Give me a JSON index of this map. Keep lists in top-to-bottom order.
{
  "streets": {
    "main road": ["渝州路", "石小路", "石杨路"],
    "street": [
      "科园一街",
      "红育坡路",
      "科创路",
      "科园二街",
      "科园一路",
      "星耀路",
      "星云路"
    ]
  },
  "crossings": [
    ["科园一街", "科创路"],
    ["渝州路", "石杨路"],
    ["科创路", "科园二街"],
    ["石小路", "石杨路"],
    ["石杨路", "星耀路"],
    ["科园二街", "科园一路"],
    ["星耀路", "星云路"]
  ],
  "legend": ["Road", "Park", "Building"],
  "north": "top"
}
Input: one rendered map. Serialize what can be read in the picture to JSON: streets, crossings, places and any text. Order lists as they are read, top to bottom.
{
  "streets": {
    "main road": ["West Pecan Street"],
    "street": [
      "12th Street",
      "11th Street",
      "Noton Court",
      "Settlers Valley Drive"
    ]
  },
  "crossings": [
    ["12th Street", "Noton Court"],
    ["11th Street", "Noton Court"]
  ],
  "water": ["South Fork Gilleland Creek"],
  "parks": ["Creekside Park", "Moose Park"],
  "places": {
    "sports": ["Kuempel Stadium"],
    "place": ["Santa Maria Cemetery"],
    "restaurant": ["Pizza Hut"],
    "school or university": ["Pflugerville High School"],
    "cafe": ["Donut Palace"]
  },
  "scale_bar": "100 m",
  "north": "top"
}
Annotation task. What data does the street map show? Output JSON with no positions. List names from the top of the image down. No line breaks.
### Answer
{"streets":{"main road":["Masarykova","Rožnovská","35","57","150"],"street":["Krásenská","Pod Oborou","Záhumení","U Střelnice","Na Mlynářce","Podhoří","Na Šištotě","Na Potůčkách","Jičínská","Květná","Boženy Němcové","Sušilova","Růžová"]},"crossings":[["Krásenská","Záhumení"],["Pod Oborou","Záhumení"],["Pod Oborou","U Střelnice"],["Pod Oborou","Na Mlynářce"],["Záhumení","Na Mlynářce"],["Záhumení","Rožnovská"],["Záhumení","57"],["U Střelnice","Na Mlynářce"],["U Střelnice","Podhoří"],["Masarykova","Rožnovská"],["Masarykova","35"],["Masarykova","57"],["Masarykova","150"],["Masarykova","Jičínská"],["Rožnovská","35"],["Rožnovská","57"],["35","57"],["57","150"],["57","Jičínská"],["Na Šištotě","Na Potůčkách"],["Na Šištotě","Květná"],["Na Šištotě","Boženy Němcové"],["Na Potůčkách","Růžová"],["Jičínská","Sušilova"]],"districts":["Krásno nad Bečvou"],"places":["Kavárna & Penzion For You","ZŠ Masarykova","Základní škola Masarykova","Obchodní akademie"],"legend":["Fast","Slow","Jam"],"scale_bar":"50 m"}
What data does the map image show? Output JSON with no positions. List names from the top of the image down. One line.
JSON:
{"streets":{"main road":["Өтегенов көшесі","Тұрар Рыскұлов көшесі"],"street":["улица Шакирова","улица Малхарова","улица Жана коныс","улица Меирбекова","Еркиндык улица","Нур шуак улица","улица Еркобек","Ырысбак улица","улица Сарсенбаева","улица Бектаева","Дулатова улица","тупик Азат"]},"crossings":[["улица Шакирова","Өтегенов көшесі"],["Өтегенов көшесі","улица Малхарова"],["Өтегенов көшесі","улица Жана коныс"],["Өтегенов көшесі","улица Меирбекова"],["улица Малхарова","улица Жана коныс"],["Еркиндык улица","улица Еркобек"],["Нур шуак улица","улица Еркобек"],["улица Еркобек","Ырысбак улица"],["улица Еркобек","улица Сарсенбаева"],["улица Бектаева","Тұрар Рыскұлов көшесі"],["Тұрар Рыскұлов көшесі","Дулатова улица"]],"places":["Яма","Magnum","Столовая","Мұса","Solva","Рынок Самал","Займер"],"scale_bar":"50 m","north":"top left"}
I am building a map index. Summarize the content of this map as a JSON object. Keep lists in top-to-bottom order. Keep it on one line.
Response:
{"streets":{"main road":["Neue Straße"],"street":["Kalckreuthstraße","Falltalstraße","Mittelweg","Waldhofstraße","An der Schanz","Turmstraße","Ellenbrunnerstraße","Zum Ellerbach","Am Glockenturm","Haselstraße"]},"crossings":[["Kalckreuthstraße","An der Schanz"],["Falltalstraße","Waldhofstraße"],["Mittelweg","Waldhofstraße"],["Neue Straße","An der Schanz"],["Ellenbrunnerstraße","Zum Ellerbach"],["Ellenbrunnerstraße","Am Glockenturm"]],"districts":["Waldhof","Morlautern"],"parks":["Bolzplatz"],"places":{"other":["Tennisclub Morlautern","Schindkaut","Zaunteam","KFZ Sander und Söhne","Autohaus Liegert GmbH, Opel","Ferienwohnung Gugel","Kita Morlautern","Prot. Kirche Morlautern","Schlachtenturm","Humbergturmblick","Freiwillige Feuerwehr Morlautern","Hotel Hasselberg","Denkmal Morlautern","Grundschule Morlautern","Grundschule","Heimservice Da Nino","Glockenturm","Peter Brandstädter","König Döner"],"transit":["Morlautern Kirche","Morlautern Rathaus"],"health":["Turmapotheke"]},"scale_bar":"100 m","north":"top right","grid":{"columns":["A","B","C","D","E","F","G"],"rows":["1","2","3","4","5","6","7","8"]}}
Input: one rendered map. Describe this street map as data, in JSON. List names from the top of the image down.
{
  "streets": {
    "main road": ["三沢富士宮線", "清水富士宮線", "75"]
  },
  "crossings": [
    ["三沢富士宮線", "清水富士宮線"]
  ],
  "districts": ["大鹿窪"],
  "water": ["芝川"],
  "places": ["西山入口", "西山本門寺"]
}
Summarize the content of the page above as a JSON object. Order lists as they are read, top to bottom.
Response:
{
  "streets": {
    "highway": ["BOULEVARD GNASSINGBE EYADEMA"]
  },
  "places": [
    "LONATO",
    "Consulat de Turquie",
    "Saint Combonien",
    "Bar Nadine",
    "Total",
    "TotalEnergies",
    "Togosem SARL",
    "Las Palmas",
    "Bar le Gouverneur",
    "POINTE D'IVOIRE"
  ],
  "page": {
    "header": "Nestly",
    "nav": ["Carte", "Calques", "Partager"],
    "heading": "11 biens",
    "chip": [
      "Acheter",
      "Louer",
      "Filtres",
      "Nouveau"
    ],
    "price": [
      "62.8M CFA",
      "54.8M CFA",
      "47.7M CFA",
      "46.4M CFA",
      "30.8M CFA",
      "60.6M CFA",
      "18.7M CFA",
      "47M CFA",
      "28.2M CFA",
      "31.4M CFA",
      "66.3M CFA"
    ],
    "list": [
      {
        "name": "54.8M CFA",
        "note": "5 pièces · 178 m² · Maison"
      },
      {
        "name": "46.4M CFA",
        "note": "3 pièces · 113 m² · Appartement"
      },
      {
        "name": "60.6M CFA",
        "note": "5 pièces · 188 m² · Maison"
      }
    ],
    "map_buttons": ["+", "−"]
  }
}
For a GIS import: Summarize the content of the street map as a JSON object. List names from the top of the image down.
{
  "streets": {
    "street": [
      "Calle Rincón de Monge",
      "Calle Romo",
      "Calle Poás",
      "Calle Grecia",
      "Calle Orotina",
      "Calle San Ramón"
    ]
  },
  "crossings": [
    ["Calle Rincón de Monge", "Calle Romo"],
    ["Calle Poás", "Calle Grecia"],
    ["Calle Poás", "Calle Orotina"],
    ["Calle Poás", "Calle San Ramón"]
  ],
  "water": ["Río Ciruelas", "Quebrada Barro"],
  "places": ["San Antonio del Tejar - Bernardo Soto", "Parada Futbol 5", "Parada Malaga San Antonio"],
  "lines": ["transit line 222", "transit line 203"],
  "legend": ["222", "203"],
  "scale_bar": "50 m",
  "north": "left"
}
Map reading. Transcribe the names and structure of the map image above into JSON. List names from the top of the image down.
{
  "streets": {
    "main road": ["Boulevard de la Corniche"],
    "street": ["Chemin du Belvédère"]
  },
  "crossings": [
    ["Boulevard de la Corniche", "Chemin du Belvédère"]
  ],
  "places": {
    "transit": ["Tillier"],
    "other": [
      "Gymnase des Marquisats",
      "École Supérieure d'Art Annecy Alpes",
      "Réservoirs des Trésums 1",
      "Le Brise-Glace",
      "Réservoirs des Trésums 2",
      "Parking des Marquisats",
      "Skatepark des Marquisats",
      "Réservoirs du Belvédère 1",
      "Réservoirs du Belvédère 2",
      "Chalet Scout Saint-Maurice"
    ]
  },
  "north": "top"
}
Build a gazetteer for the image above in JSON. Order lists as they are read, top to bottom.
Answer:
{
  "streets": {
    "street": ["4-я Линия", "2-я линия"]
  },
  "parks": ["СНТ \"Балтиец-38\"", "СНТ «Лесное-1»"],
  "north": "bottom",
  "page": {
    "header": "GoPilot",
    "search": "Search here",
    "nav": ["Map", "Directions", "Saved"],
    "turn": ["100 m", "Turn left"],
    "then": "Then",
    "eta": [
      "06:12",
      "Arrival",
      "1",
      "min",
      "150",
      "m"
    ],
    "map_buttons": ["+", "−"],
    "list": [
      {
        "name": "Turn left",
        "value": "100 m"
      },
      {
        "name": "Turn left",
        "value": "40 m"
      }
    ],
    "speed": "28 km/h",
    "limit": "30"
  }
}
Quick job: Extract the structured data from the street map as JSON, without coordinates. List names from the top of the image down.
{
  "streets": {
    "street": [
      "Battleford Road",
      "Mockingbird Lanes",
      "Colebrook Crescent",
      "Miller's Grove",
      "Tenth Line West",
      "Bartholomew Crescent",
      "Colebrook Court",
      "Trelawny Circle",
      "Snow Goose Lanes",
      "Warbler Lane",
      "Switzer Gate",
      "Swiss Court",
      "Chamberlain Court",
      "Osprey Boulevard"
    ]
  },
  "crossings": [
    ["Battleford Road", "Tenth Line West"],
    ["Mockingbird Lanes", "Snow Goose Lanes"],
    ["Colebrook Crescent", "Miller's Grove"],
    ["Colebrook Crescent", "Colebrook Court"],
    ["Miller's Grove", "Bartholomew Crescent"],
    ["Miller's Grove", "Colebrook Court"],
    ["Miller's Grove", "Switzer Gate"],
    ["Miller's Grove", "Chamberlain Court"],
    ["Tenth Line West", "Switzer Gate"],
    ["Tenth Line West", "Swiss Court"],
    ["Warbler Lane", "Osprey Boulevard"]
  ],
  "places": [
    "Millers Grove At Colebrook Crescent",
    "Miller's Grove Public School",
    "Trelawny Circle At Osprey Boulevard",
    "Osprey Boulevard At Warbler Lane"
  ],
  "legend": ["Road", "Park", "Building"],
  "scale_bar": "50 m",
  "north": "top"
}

+===+

● **WHAT YOU HAVE TO DO**
Go through the entries above and copy each line with "Rincón" in it.

● **ANSWER TO THIS TASK**
      "Calle Rincón de Monge",
    ["Calle Rincón de Monge", "Calle Romo"],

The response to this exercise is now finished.